Retraites, CICE… l’un des principaux enjeux de ces réformes, c’est leur financement. Mais qu’est-ce qui coûte vraiment un « pognon de dingue » à l’Etat ?
En marge du débat sur les retraites où l’enjeu financier des « grands équilibres » se joue à 10 ou 12 Mds€ près (et encore, ce ne sont que quelques scénarios parmi d’autres), les aides d’Etat aux entreprises – comprenez, les grandes, celles qui sont cotées en Bourse – donnent le vertige.
Des économistes opposés à la réforme des retraites citent des montants qualifiés de « pognon de dingue » distribués chaque année aux grandes entreprises, ce qui leur permet d’optimiser leur bilan et de gâter leurs actionnaires avec des dividendes plus généreux.

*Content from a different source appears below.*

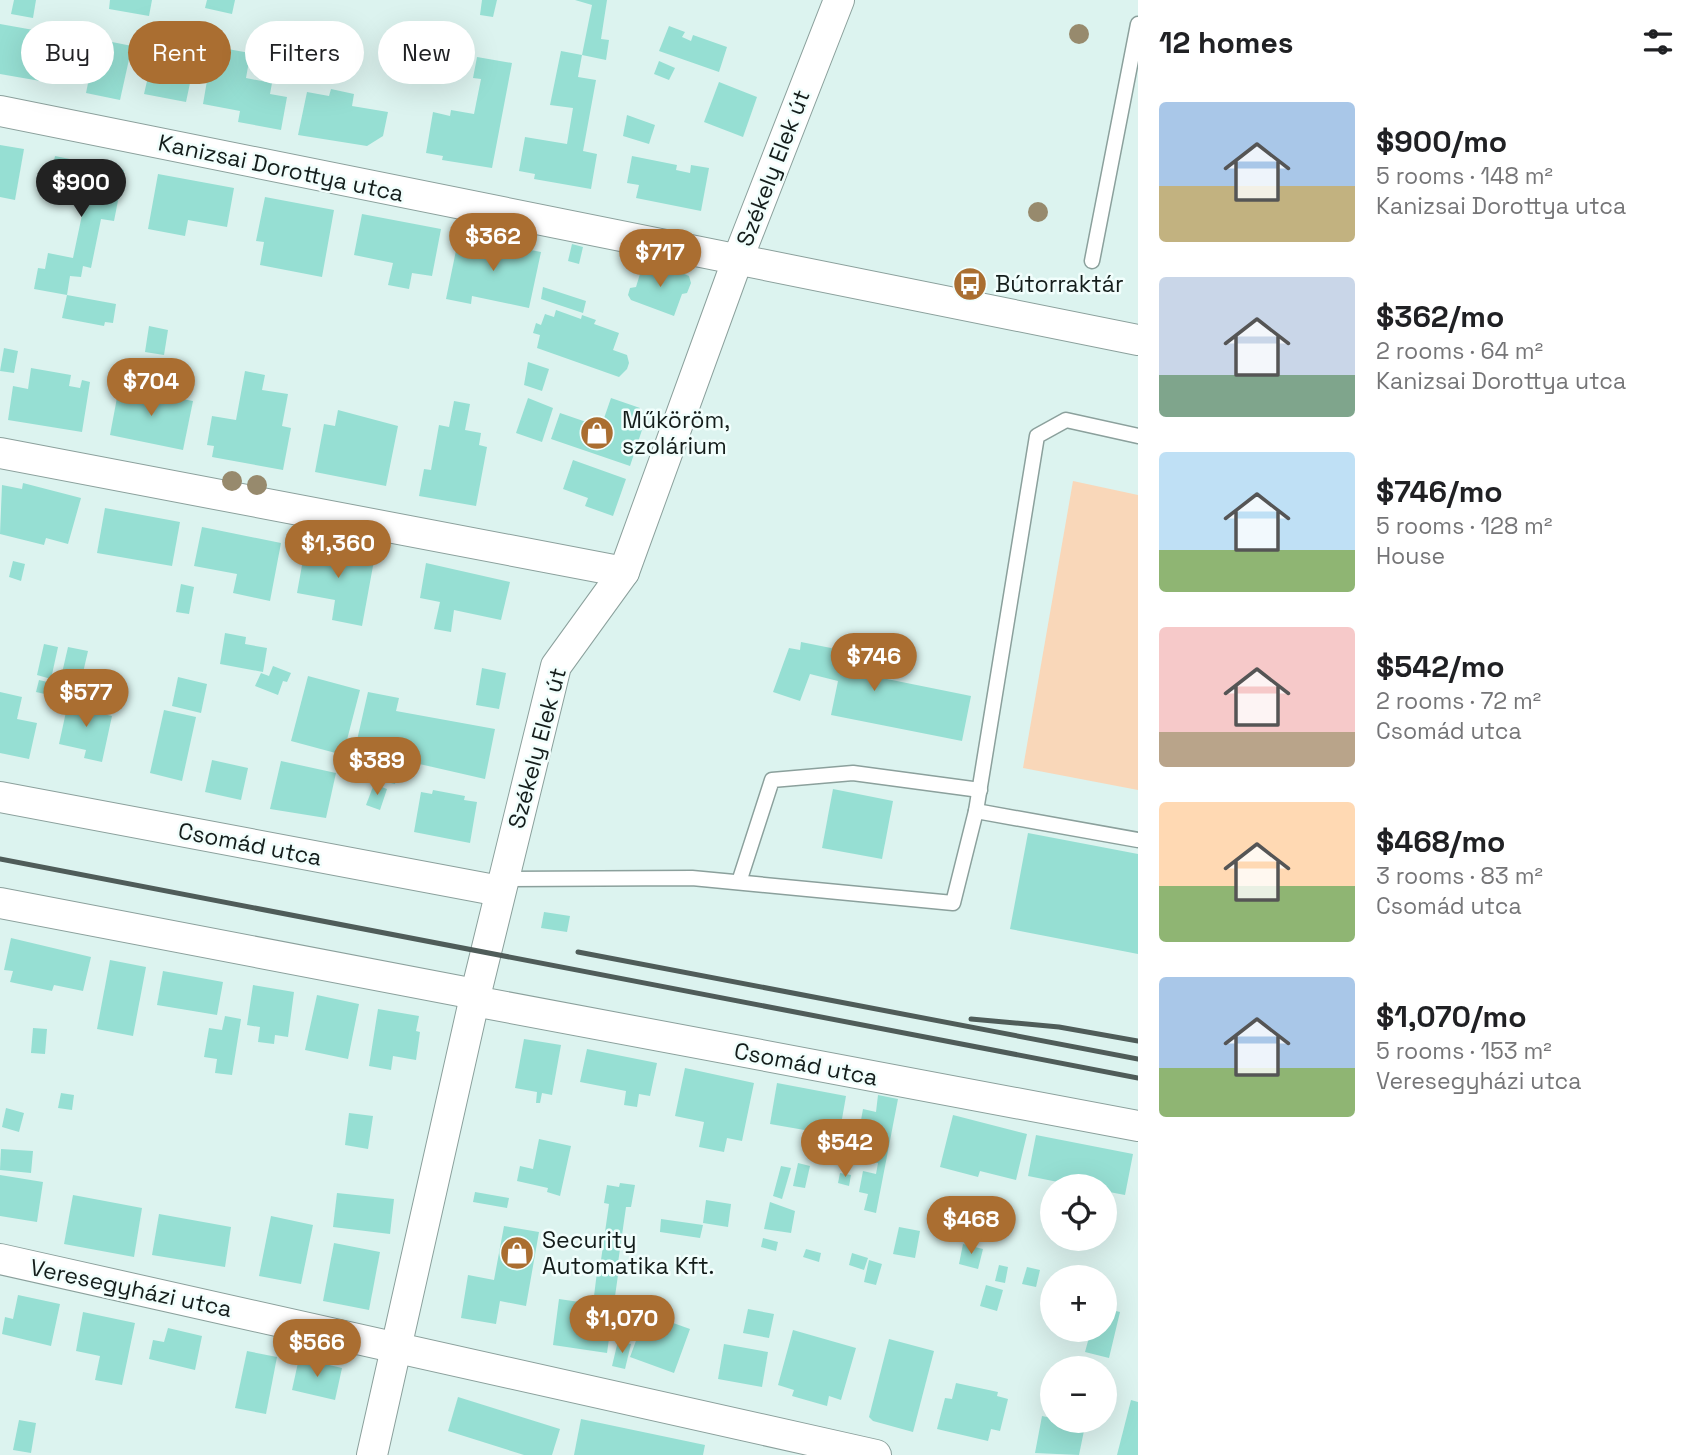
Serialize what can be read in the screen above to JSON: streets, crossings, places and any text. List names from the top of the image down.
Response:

Il est difficile de démontrer l’inverse, mais reconnaissons que ces « aides » compensent en partie des prélèvements fiscaux et sociaux qui sont les plus élevés du monde.
Un montant difficile à chiffrer
Dans d’autres pays, la moindre avidité de l’Etat permet de réaliser plus de bénéfices, et donc de la redistribuer aux actionnaires sans que personne n’y voie matière à polémique ; donc attention aux « postures » dictées par un tropisme anticapitaliste très ancré dans l’intelligentsia française.
Combien d’aides – que nous qualifierons de « compensatoires » – les entreprises défendues par le Medef (les très petites ne le sont pas, et mollement par la CGPME) ont-elles perçu en 2020 et 2021 ?
Alors que Bercy est capable de chiffrer à l’euro près le montant du déficit du régime des retraites mois par mois, nos énarques ne sont capables de produire aucun chiffre quand il s’agit des entreprises.
Le dernier évoqué du bout des lèvres – 140 Mds€ – date de l’époque où Édouard Philippe était encore Premier ministre, ce qui remonte à presque trois ans (rien sous Castex).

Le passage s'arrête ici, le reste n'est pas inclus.